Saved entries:
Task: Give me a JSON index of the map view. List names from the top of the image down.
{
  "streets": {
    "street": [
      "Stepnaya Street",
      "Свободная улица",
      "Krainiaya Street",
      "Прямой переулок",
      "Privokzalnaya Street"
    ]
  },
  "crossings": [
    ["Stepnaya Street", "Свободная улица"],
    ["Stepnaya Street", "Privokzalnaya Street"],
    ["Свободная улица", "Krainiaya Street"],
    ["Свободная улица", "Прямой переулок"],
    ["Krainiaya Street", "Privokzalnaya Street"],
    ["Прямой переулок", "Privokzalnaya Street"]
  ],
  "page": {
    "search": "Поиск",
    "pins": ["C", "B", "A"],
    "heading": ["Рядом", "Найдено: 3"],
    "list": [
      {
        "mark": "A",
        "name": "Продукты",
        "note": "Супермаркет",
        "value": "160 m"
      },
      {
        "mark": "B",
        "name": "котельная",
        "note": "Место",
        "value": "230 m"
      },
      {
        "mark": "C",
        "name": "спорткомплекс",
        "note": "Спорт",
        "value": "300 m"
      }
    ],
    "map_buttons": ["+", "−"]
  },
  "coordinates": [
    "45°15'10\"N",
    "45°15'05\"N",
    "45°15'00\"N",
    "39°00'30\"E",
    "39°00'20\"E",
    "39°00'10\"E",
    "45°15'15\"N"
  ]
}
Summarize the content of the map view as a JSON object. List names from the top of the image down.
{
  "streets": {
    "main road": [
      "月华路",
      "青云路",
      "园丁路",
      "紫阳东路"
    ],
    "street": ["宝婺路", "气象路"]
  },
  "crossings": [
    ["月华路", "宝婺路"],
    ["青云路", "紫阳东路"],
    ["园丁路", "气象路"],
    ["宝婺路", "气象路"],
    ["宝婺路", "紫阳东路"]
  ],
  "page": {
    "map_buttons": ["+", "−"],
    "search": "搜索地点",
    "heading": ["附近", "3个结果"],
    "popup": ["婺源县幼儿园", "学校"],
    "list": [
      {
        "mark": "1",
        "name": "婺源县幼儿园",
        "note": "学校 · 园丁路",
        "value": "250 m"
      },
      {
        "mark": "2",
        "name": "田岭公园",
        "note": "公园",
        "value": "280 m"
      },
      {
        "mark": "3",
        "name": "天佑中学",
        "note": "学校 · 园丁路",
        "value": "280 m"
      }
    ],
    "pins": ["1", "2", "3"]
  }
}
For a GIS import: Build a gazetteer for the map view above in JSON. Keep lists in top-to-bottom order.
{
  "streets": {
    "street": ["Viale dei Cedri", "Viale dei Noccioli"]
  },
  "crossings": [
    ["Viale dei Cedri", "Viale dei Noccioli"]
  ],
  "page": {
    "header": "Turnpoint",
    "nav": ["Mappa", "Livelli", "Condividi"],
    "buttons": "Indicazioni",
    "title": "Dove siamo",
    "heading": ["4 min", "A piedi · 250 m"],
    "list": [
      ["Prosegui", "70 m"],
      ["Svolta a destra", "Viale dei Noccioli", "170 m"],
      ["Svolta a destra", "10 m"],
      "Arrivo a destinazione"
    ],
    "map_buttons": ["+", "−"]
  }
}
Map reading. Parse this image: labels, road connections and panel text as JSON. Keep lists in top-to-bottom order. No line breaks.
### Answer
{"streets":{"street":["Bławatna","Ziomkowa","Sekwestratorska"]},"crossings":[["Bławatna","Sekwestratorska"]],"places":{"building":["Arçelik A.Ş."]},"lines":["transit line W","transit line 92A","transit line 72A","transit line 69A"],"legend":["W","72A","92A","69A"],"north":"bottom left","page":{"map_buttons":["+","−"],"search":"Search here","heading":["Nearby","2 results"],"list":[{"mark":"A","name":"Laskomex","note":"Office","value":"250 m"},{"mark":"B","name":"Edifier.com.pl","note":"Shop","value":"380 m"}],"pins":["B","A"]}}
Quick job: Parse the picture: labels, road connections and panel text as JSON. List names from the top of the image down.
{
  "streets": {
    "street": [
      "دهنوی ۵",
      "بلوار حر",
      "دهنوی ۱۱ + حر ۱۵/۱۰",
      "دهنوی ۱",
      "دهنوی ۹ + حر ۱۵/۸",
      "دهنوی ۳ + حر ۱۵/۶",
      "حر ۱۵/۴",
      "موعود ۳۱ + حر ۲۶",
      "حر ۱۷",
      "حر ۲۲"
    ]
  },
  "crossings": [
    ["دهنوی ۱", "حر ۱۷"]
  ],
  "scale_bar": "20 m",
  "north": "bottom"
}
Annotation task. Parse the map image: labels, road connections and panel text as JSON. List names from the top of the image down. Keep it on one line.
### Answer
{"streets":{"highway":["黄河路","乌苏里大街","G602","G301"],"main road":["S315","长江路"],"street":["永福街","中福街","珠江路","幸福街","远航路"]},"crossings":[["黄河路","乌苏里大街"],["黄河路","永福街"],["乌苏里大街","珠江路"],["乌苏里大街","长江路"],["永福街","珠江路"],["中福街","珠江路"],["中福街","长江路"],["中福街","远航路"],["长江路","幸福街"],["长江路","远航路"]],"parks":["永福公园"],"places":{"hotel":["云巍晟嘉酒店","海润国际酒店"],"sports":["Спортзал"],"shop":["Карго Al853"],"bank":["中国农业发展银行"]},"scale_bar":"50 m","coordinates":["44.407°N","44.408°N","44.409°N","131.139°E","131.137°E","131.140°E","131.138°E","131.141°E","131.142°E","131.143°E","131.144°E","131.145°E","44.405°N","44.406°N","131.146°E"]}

EXERCISE DETAILS - All of the records above need to be copied exactly.

FINISHED EXERCISE -
Task: Give me a JSON index of the map view. List names from the top of the image down.
{
  "streets": {
    "street": [
      "Stepnaya Street",
      "Свободная улица",
      "Krainiaya Street",
      "Прямой переулок",
      "Privokzalnaya Street"
    ]
  },
  "crossings": [
    ["Stepnaya Street", "Свободная улица"],
    ["Stepnaya Street", "Privokzalnaya Street"],
    ["Свободная улица", "Krainiaya Street"],
    ["Свободная улица", "Прямой переулок"],
    ["Krainiaya Street", "Privokzalnaya Street"],
    ["Прямой переулок", "Privokzalnaya Street"]
  ],
  "page": {
    "search": "Поиск",
    "pins": ["C", "B", "A"],
    "heading": ["Рядом", "Найдено: 3"],
    "list": [
      {
        "mark": "A",
        "name": "Продукты",
        "note": "Супермаркет",
        "value": "160 m"
      },
      {
        "mark": "B",
        "name": "котельная",
        "note": "Место",
        "value": "230 m"
      },
      {
        "mark": "C",
        "name": "спорткомплекс",
        "note": "Спорт",
        "value": "300 m"
      }
    ],
    "map_buttons": ["+", "−"]
  },
  "coordinates": [
    "45°15'10\"N",
    "45°15'05\"N",
    "45°15'00\"N",
    "39°00'30\"E",
    "39°00'20\"E",
    "39°00'10\"E",
    "45°15'15\"N"
  ]
}
Summarize the content of the map view as a JSON object. List names from the top of the image down.
{
  "streets": {
    "main road": [
      "月华路",
      "青云路",
      "园丁路",
      "紫阳东路"
    ],
    "street": ["宝婺路", "气象路"]
  },
  "crossings": [
    ["月华路", "宝婺路"],
    ["青云路", "紫阳东路"],
    ["园丁路", "气象路"],
    ["宝婺路", "气象路"],
    ["宝婺路", "紫阳东路"]
  ],
  "page": {
    "map_buttons": ["+", "−"],
    "search": "搜索地点",
    "heading": ["附近", "3个结果"],
    "popup": ["婺源县幼儿园", "学校"],
    "list": [
      {
        "mark": "1",
        "name": "婺源县幼儿园",
        "note": "学校 · 园丁路",
        "value": "250 m"
      },
      {
        "mark": "2",
        "name": "田岭公园",
        "note": "公园",
        "value": "280 m"
      },
      {
        "mark": "3",
        "name": "天佑中学",
        "note": "学校 · 园丁路",
        "value": "280 m"
      }
    ],
    "pins": ["1", "2", "3"]
  }
}
For a GIS import: Build a gazetteer for the map view above in JSON. Keep lists in top-to-bottom order.
{
  "streets": {
    "street": ["Viale dei Cedri", "Viale dei Noccioli"]
  },
  "crossings": [
    ["Viale dei Cedri", "Viale dei Noccioli"]
  ],
  "page": {
    "header": "Turnpoint",
    "nav": ["Mappa", "Livelli", "Condividi"],
    "buttons": "Indicazioni",
    "title": "Dove siamo",
    "heading": ["4 min", "A piedi · 250 m"],
    "list": [
      ["Prosegui", "70 m"],
      ["Svolta a destra", "Viale dei Noccioli", "170 m"],
      ["Svolta a destra", "10 m"],
      "Arrivo a destinazione"
    ],
    "map_buttons": ["+", "−"]
  }
}
Map reading. Parse this image: labels, road connections and panel text as JSON. Keep lists in top-to-bottom order. No line breaks.
### Answer
{"streets":{"street":["Bławatna","Ziomkowa","Sekwestratorska"]},"crossings":[["Bławatna","Sekwestratorska"]],"places":{"building":["Arçelik A.Ş."]},"lines":["transit line W","transit line 92A","transit line 72A","transit line 69A"],"legend":["W","72A","92A","69A"],"north":"bottom left","page":{"map_buttons":["+","−"],"search":"Search here","heading":["Nearby","2 results"],"list":[{"mark":"A","name":"Laskomex","note":"Office","value":"250 m"},{"mark":"B","name":"Edifier.com.pl","note":"Shop","value":"380 m"}],"pins":["B","A"]}}
Quick job: Parse the picture: labels, road connections and panel text as JSON. List names from the top of the image down.
{
  "streets": {
    "street": [
      "دهنوی ۵",
      "بلوار حر",
      "دهنوی ۱۱ + حر ۱۵/۱۰",
      "دهنوی ۱",
      "دهنوی ۹ + حر ۱۵/۸",
      "دهنوی ۳ + حر ۱۵/۶",
      "حر ۱۵/۴",
      "موعود ۳۱ + حر ۲۶",
      "حر ۱۷",
      "حر ۲۲"
    ]
  },
  "crossings": [
    ["دهنوی ۱", "حر ۱۷"]
  ],
  "scale_bar": "20 m",
  "north": "bottom"
}
Annotation task. Parse the map image: labels, road connections and panel text as JSON. List names from the top of the image down. Keep it on one line.
### Answer
{"streets":{"highway":["黄河路","乌苏里大街","G602","G301"],"main road":["S315","长江路"],"street":["永福街","中福街","珠江路","幸福街","远航路"]},"crossings":[["黄河路","乌苏里大街"],["黄河路","永福街"],["乌苏里大街","珠江路"],["乌苏里大街","长江路"],["永福街","珠江路"],["中福街","珠江路"],["中福街","长江路"],["中福街","远航路"],["长江路","幸福街"],["长江路","远航路"]],"parks":["永福公园"],"places":{"hotel":["云巍晟嘉酒店","海润国际酒店"],"sports":["Спортзал"],"shop":["Карго Al853"],"bank":["中国农业发展银行"]},"scale_bar":"50 m","coordinates":["44.407°N","44.408°N","44.409°N","131.139°E","131.137°E","131.140°E","131.138°E","131.141°E","131.142°E","131.143°E","131.144°E","131.145°E","44.405°N","44.406°N","131.146°E"]}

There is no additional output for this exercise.